• _YOUR ASSIGNMENT_: From the line containing "Task: Describe the" to the last line of the records below, retype every line exactly and output nothing else.

[Stored data]

::::

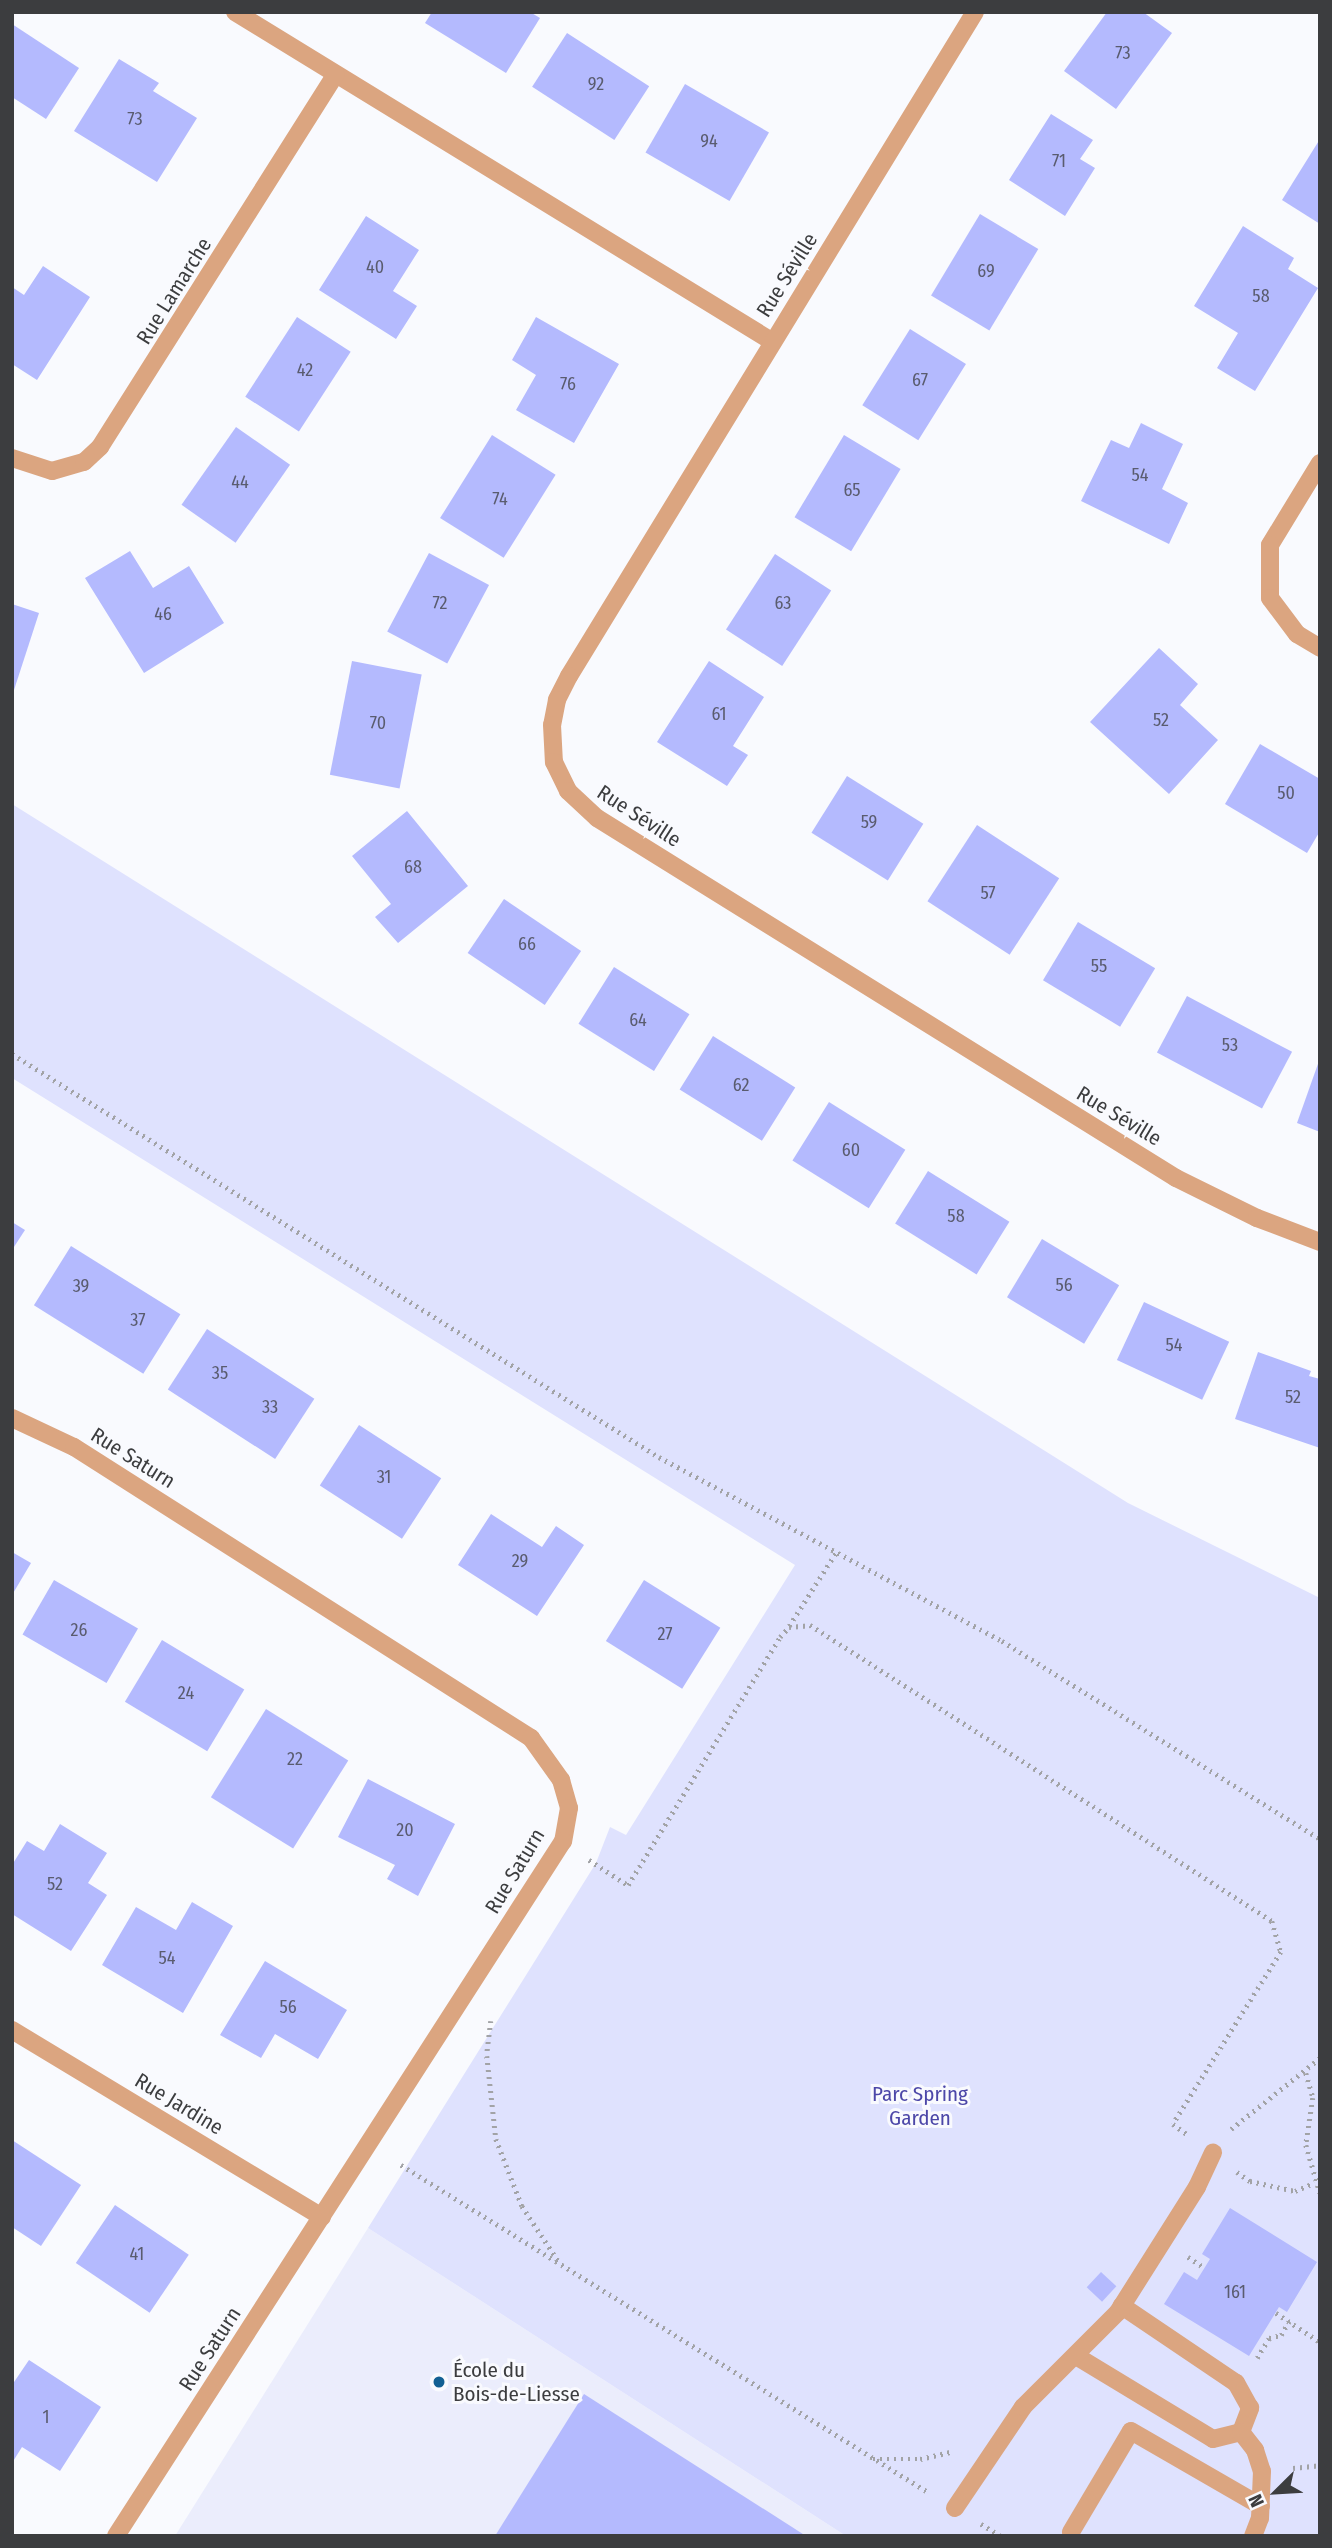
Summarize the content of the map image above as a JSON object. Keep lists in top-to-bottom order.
{
  "streets": {
    "street": [
      "Rue Séville",
      "Rue Lamarche",
      "Rue Saturn",
      "Rue Jardine"
    ]
  },
  "crossings": [
    ["Rue Saturn", "Rue Jardine"]
  ],
  "parks": ["Parc Spring Garden"],
  "places": ["École du Bois-de-Liesse"],
  "house_numbers": [
    "73",
    "92",
    "73",
    "94",
    "71",
    "40",
    "69",
    "58",
    "42",
    "67",
    "76",
    "54",
    "44",
    "65",
    "74",
    "72",
    "63",
    "46",
    "61",
    "52",
    "70",
    "50",
    "59",
    "68",
    "57",
    "66",
    "55",
    "64",
    "53",
    "62",
    "60",
    "58",
    "56",
    "39",
    "37",
    "54",
    "35",
    "52",
    "33",
    "31",
    "29",
    "26",
    "27",
    "24",
    "22",
    "20",
    "52",
    "54",
    "56",
    "41",
    "161",
    "1"
  ],
  "north": "bottom left"
}
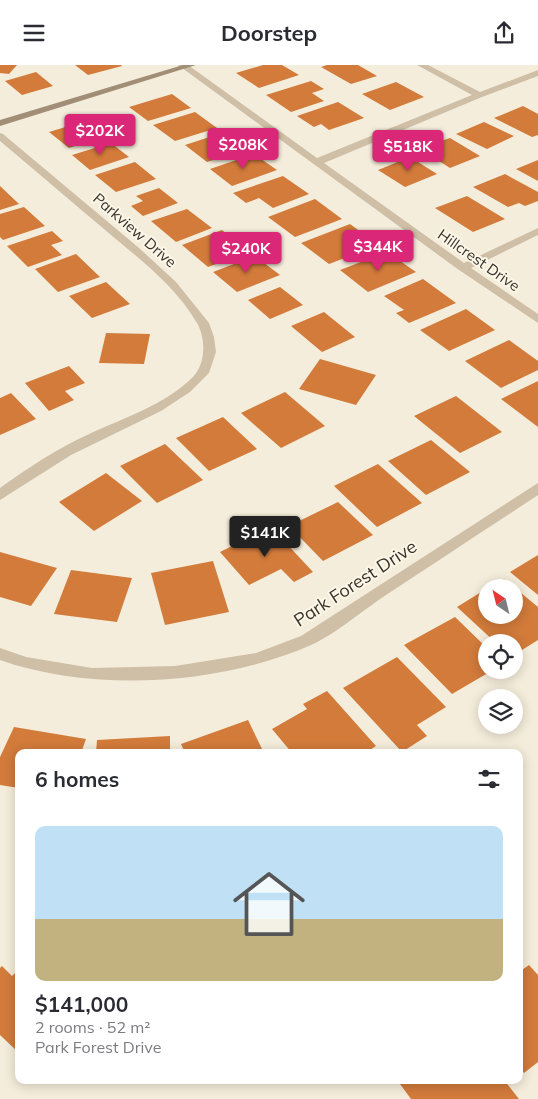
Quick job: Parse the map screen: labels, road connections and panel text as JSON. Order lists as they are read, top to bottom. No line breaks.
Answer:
{"streets":{"street":["Parkview Drive","Hillcrest Drive","Park Forest Drive"]},"north":"top left","page":{"header":"Doorstep","price":["$202K","$208K","$518K","$344K","$240K","$141K"],"heading":"6 homes","list":[{"name":"$141,000","note":"2 rooms · 52 m² · Park Forest Drive"}]}}
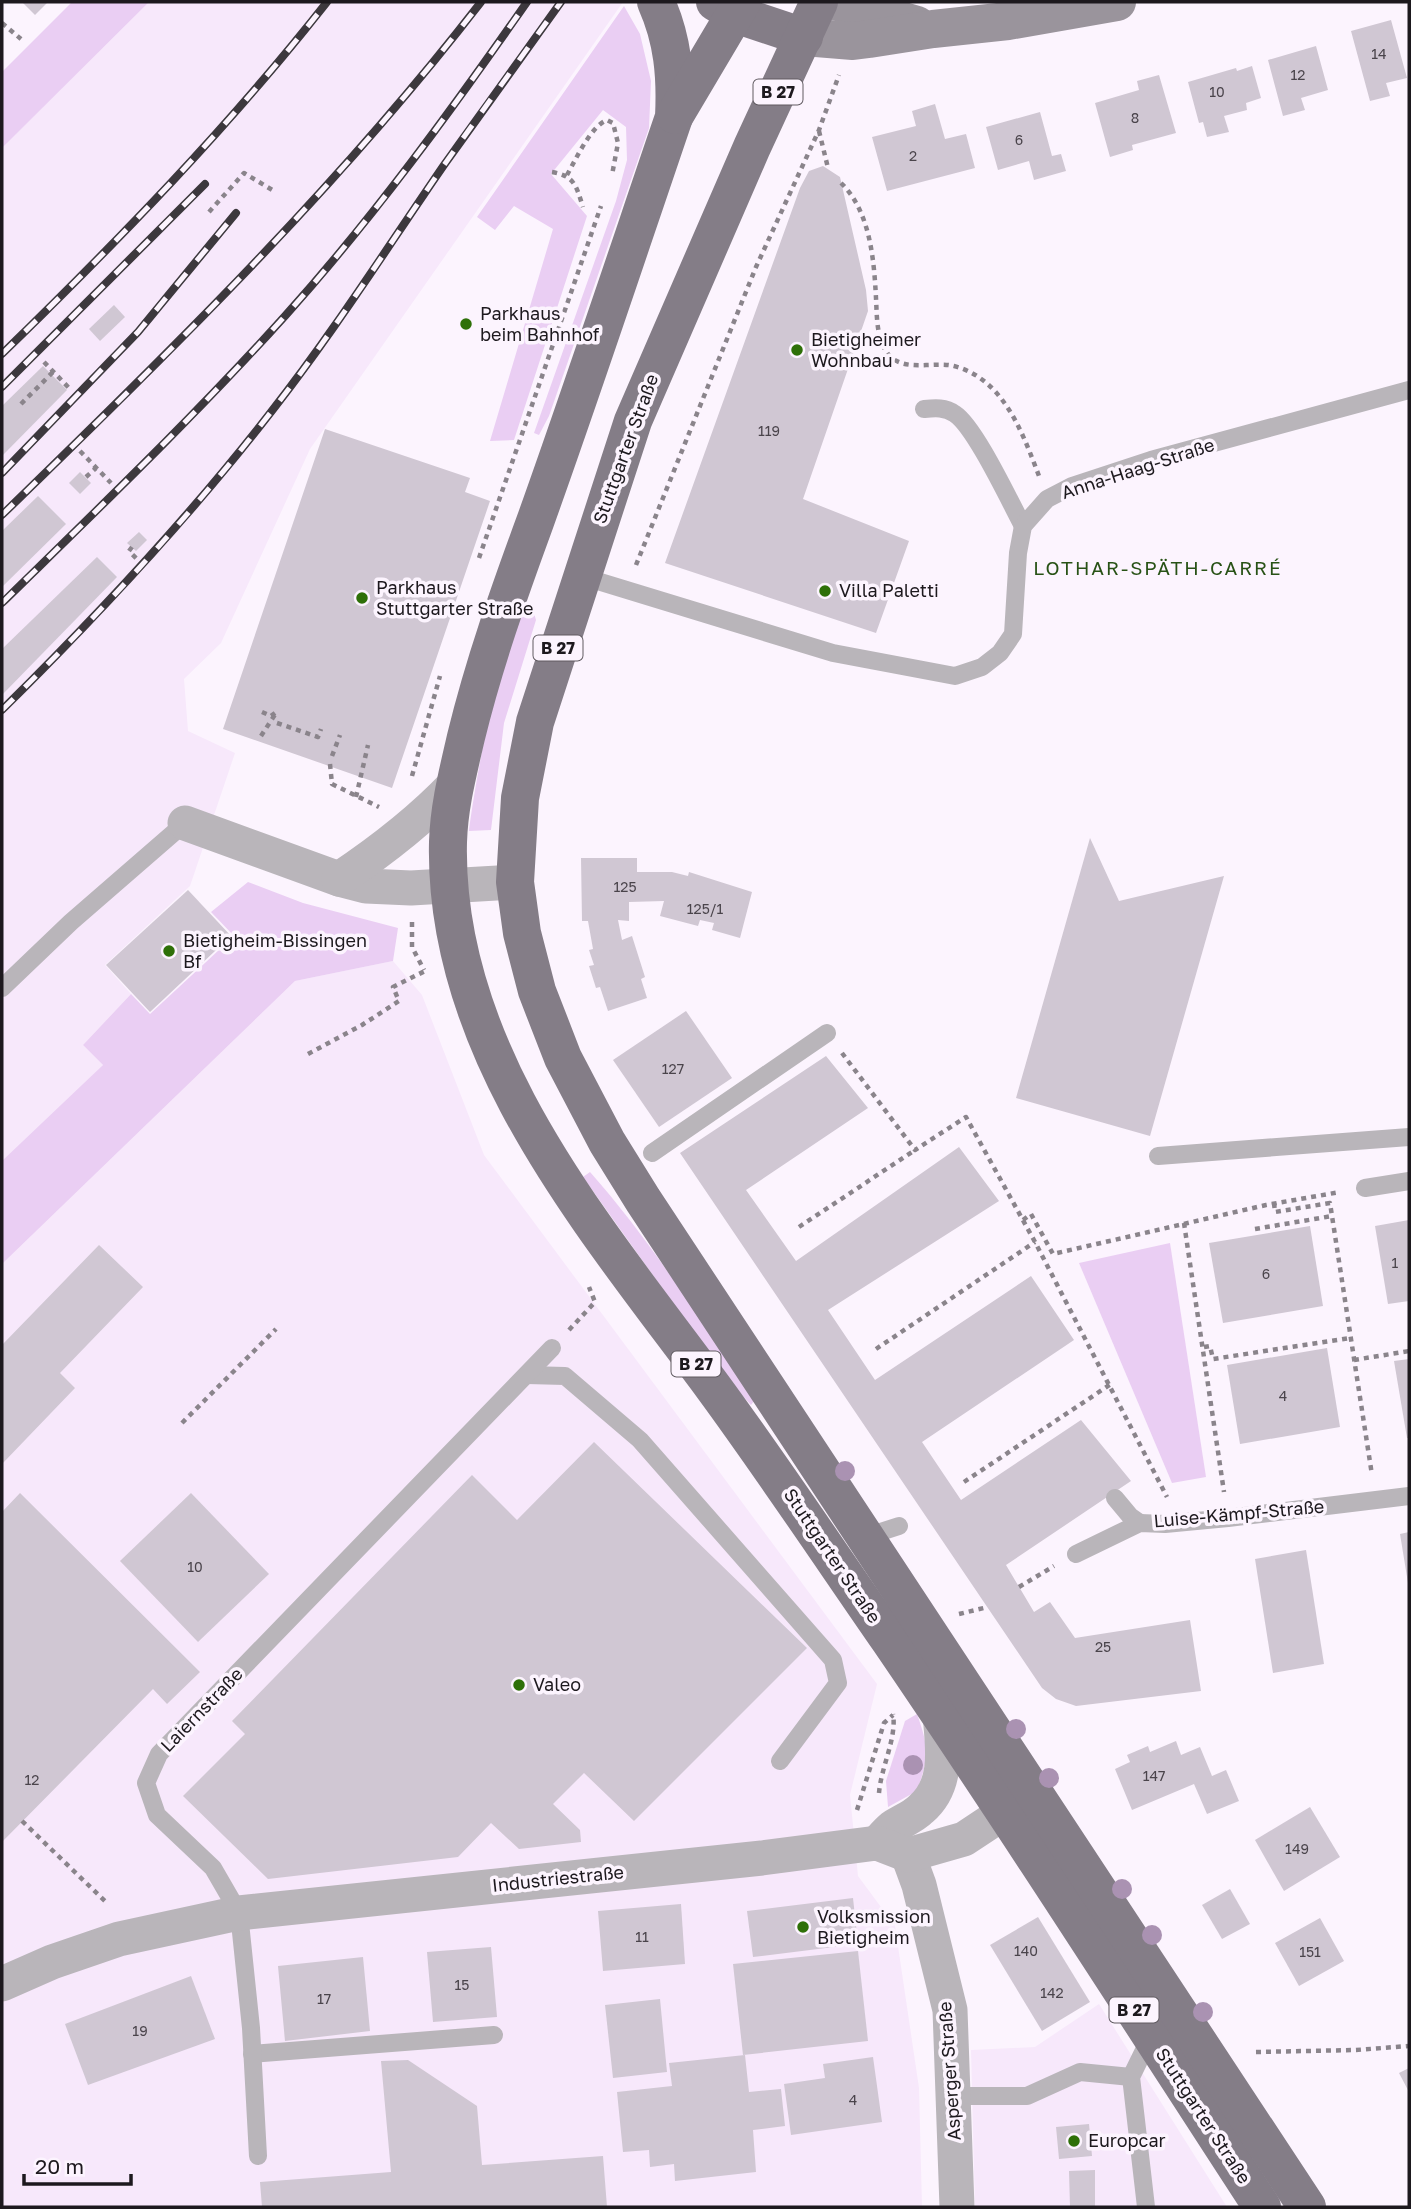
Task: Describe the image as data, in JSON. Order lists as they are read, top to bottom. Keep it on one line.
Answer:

::::

• _EXERCISE SOLUTION_:
Task: Describe the image as data, in JSON. Order lists as they are read, top to bottom. Keep it on one line.
Answer:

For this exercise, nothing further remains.